• [GIVEN INFORMATION]:
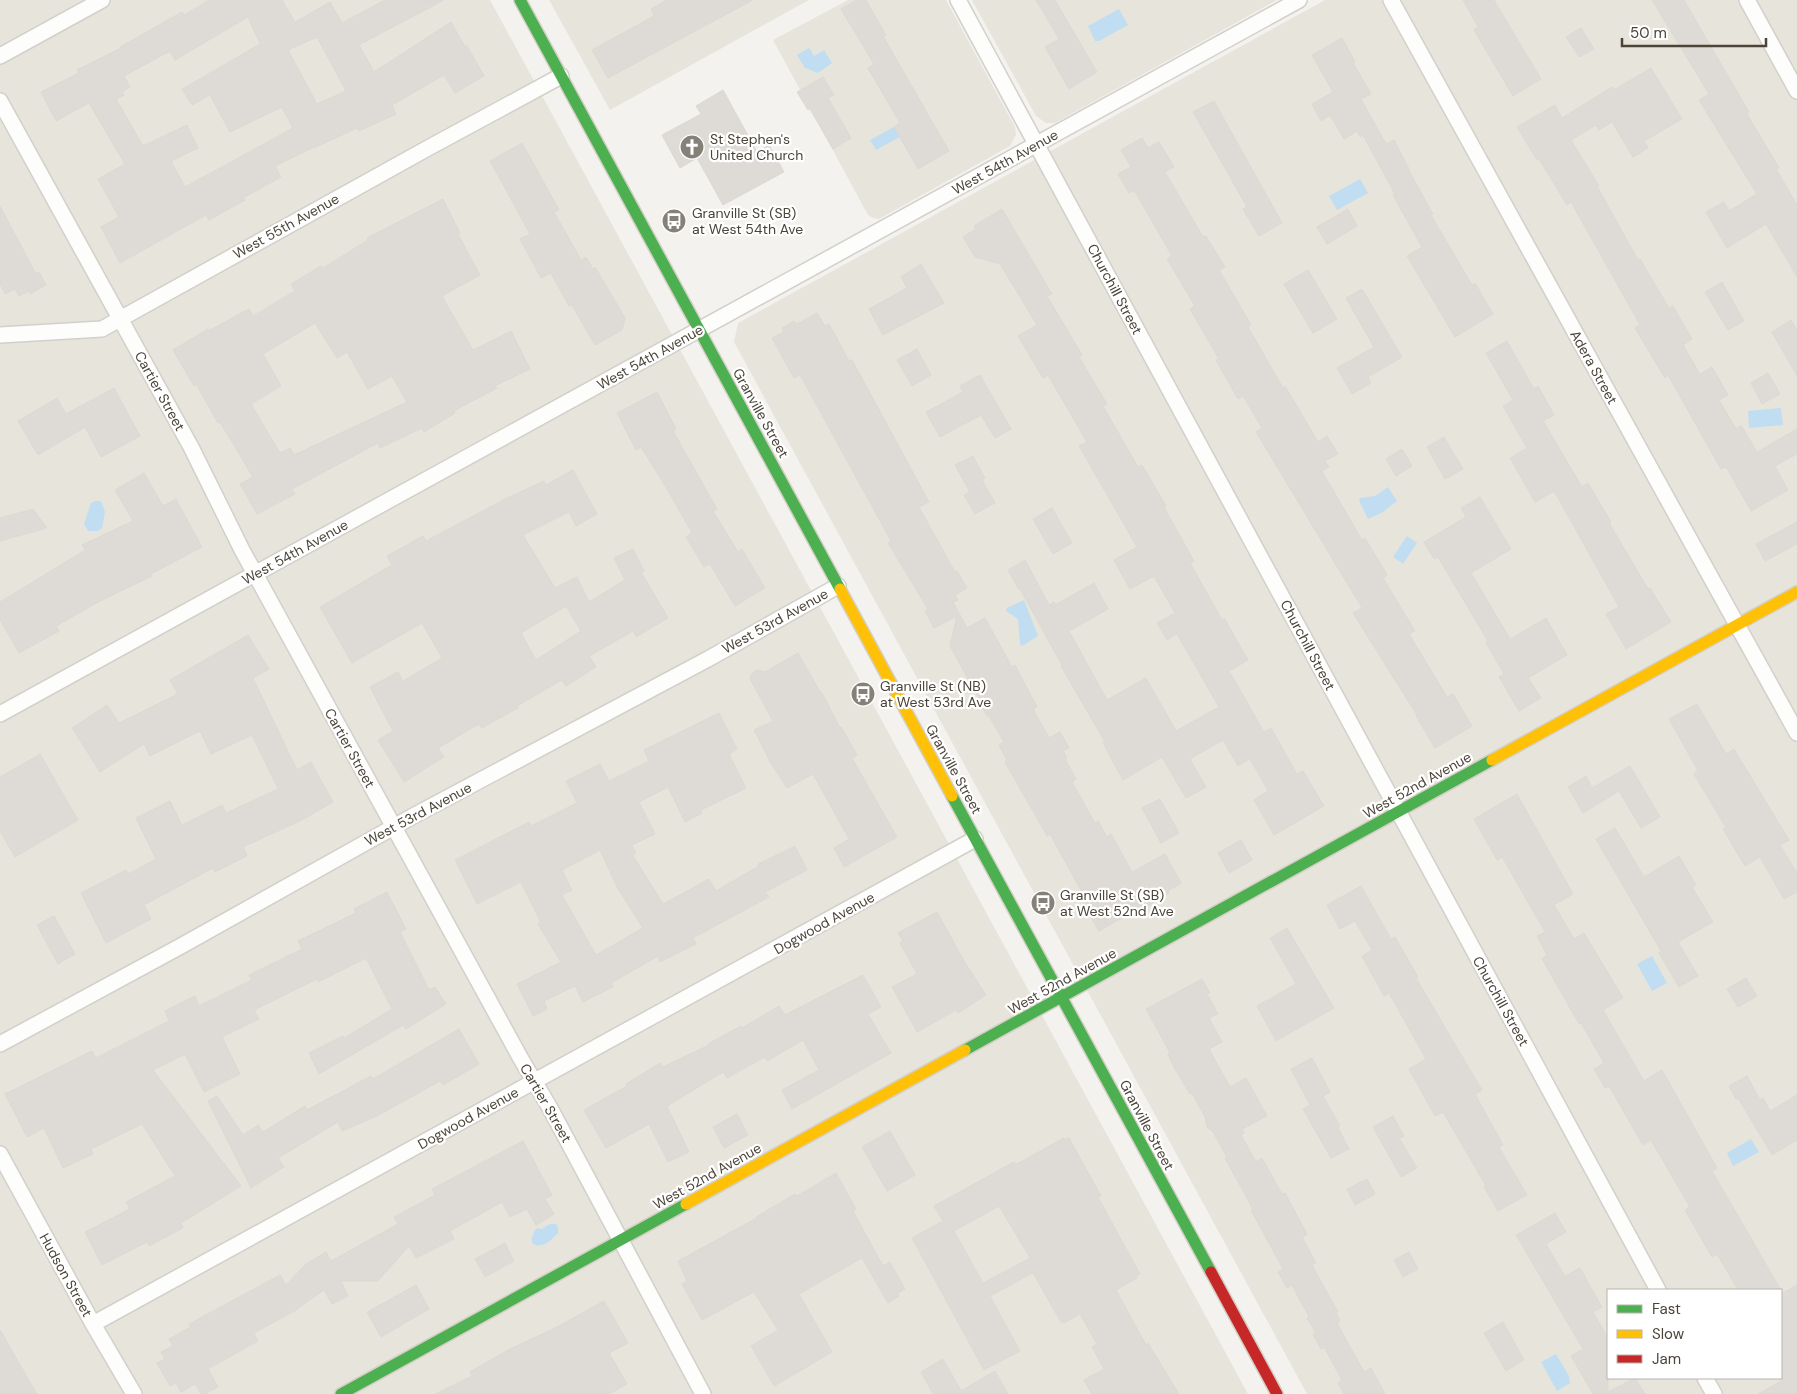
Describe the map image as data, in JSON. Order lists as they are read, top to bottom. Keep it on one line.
{"streets":{"main road":["Granville Street","West 52nd Avenue"],"street":["West 54th Avenue","West 55th Avenue","Churchill Street","Adera Street","Cartier Street","West 53rd Avenue","Dogwood Avenue","Hudson Street"]},"crossings":[["West 54th Avenue","Churchill Street"],["West 54th Avenue","Cartier Street"],["West 54th Avenue","Granville Street"],["West 55th Avenue","Cartier Street"],["West 55th Avenue","Granville Street"],["Churchill Street","West 52nd Avenue"],["Adera Street","West 52nd Avenue"],["Cartier Street","West 53rd Avenue"],["Cartier Street","West 52nd Avenue"],["Cartier Street","Dogwood Avenue"],["Granville Street","West 53rd Avenue"],["Granville Street","West 52nd Avenue"],["Granville Street","Dogwood Avenue"],["Dogwood Avenue","Hudson Street"]],"places":{"church":["St Stephen's United Church"],"bus stop":["Granville St (SB) at West 54th Ave","Granville St (NB) at West 53rd Ave","Granville St (SB) at West 52nd Ave"]},"legend":["Fast","Slow","Jam"],"scale_bar":"50 m"}
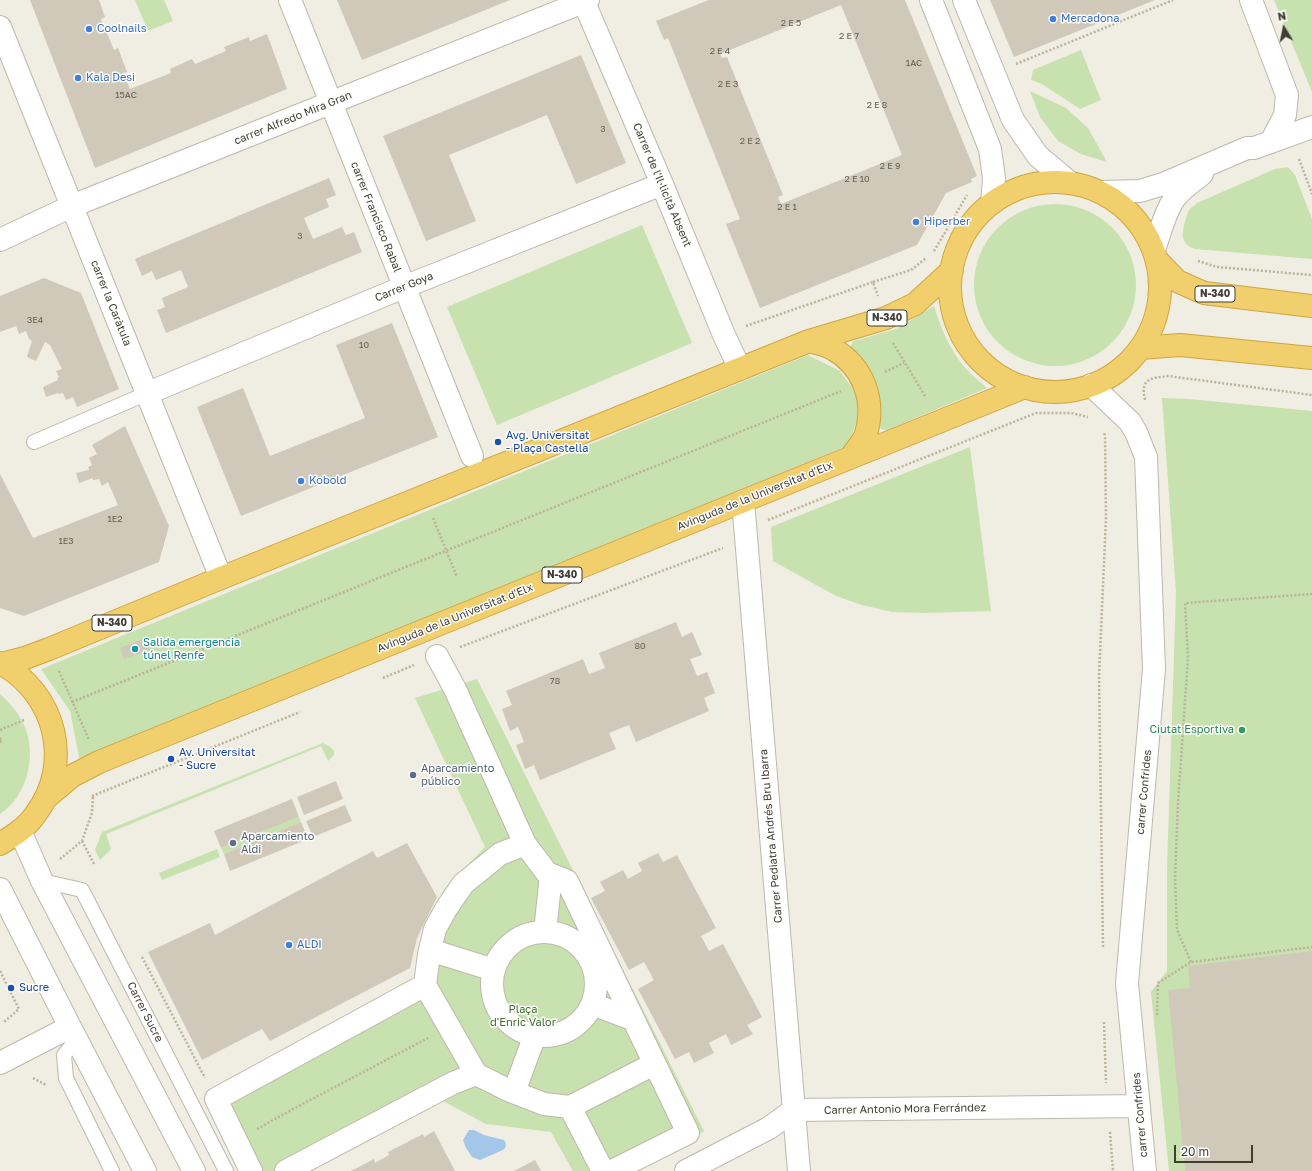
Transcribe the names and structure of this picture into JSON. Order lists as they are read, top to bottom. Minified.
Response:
{"streets":{"highway":["N-340","Avinguda de la Universitat d'Elx"],"street":["carrer Alfredo Mira Gran","Carrer de l'Il·licità Absent","carrer Francisco Rabal","Carrer Goya","carrer la Caràtula","carrer Confrides","Carrer Pediatra Andrés Bru Ibarra","Carrer Antonio Mora Ferrández"],"lane":["Carrer Sucre"]},"crossings":[["carrer Alfredo Mira Gran","Carrer de l'Il·licità Absent"],["carrer Alfredo Mira Gran","carrer Francisco Rabal"],["carrer Alfredo Mira Gran","carrer la Caràtula"],["Carrer de l'Il·licità Absent","Carrer Goya"],["Carrer de l'Il·licità Absent","N-340"],["carrer Francisco Rabal","Carrer Goya"],["Carrer Goya","carrer la Caràtula"],["N-340","carrer la Caràtula"],["N-340","Avinguda de la Universitat d'Elx"],["N-340","carrer Confrides"],["Avinguda de la Universitat d'Elx","Carrer Pediatra Andrés Bru Ibarra"],["carrer Confrides","Carrer Antonio Mora Ferrández"],["Carrer Pediatra Andrés Bru Ibarra","Carrer Antonio Mora Ferrández"]],"parks":["Plaça d'Enric Valor"],"places":["Mercadona","Coolnails","Kala Desi","Hiperber","Avg. Universitat - Plaça Castella","Kobold","Salida emergencia túnel Renfe","Ciutat Esportiva","Av. Universitat - Sucre","Aparcamiento público","Aparcamiento Aldi","ALDI","Sucre"],"house_numbers":["2 E 5","2 E 7","2 E 4","1AC","2 E 3","15AC","2 E 8","3","2 E 2","2 E 9","2 E 10","2 E 1","3","3E4","10","1E2","1E3","80","78"],"scale_bar":"20 m","north":"top"}
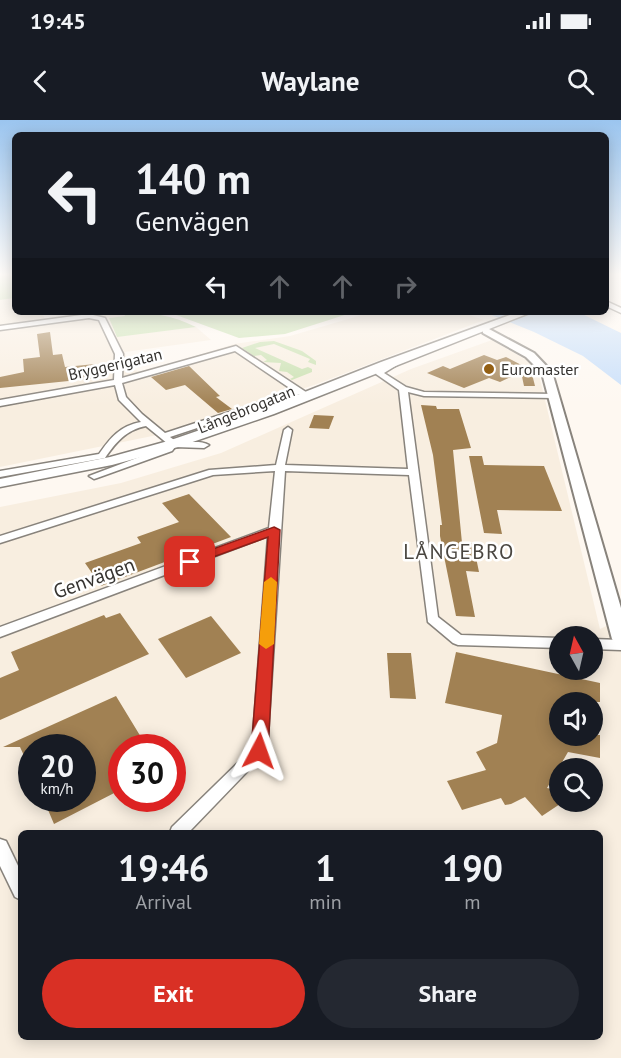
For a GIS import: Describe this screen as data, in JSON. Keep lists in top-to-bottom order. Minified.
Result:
{"streets":{"main road":["Långebrogatan"],"street":["Bryggerigatan","Genvägen"]},"crossings":[["Bryggerigatan","Långebrogatan"]],"districts":["LÅNGEBRO"],"places":["Euromaster"],"north":"top","page":{"status":"19:45","header":"Waylane","turn":["140 m","Genvägen"],"speed":"20 km/h","limit":"30","eta":["19:46","Arrival","1","min","190","m"],"buttons":["Exit","Share"]}}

• [THE TASK]:
From the first line of the material to the last, retype everything exactly except the images.

• [THE ANSWER]:
Describe the map image as data, in JSON. Order lists as they are read, top to bottom. Keep it on one line.
{"streets":{"main road":["Granville Street","West 52nd Avenue"],"street":["West 54th Avenue","West 55th Avenue","Churchill Street","Adera Street","Cartier Street","West 53rd Avenue","Dogwood Avenue","Hudson Street"]},"crossings":[["West 54th Avenue","Churchill Street"],["West 54th Avenue","Cartier Street"],["West 54th Avenue","Granville Street"],["West 55th Avenue","Cartier Street"],["West 55th Avenue","Granville Street"],["Churchill Street","West 52nd Avenue"],["Adera Street","West 52nd Avenue"],["Cartier Street","West 53rd Avenue"],["Cartier Street","West 52nd Avenue"],["Cartier Street","Dogwood Avenue"],["Granville Street","West 53rd Avenue"],["Granville Street","West 52nd Avenue"],["Granville Street","Dogwood Avenue"],["Dogwood Avenue","Hudson Street"]],"places":{"church":["St Stephen's United Church"],"bus stop":["Granville St (SB) at West 54th Ave","Granville St (NB) at West 53rd Ave","Granville St (SB) at West 52nd Ave"]},"legend":["Fast","Slow","Jam"],"scale_bar":"50 m"}
Transcribe the names and structure of this picture into JSON. Order lists as they are read, top to bottom. Minified.
Response:
{"streets":{"highway":["N-340","Avinguda de la Universitat d'Elx"],"street":["carrer Alfredo Mira Gran","Carrer de l'Il·licità Absent","carrer Francisco Rabal","Carrer Goya","carrer la Caràtula","carrer Confrides","Carrer Pediatra Andrés Bru Ibarra","Carrer Antonio Mora Ferrández"],"lane":["Carrer Sucre"]},"crossings":[["carrer Alfredo Mira Gran","Carrer de l'Il·licità Absent"],["carrer Alfredo Mira Gran","carrer Francisco Rabal"],["carrer Alfredo Mira Gran","carrer la Caràtula"],["Carrer de l'Il·licità Absent","Carrer Goya"],["Carrer de l'Il·licità Absent","N-340"],["carrer Francisco Rabal","Carrer Goya"],["Carrer Goya","carrer la Caràtula"],["N-340","carrer la Caràtula"],["N-340","Avinguda de la Universitat d'Elx"],["N-340","carrer Confrides"],["Avinguda de la Universitat d'Elx","Carrer Pediatra Andrés Bru Ibarra"],["carrer Confrides","Carrer Antonio Mora Ferrández"],["Carrer Pediatra Andrés Bru Ibarra","Carrer Antonio Mora Ferrández"]],"parks":["Plaça d'Enric Valor"],"places":["Mercadona","Coolnails","Kala Desi","Hiperber","Avg. Universitat - Plaça Castella","Kobold","Salida emergencia túnel Renfe","Ciutat Esportiva","Av. Universitat - Sucre","Aparcamiento público","Aparcamiento Aldi","ALDI","Sucre"],"house_numbers":["2 E 5","2 E 7","2 E 4","1AC","2 E 3","15AC","2 E 8","3","2 E 2","2 E 9","2 E 10","2 E 1","3","3E4","10","1E2","1E3","80","78"],"scale_bar":"20 m","north":"top"}
For a GIS import: Describe this screen as data, in JSON. Keep lists in top-to-bottom order. Minified.
Result:
{"streets":{"main road":["Långebrogatan"],"street":["Bryggerigatan","Genvägen"]},"crossings":[["Bryggerigatan","Långebrogatan"]],"districts":["LÅNGEBRO"],"places":["Euromaster"],"north":"top","page":{"status":"19:45","header":"Waylane","turn":["140 m","Genvägen"],"speed":"20 km/h","limit":"30","eta":["19:46","Arrival","1","min","190","m"],"buttons":["Exit","Share"]}}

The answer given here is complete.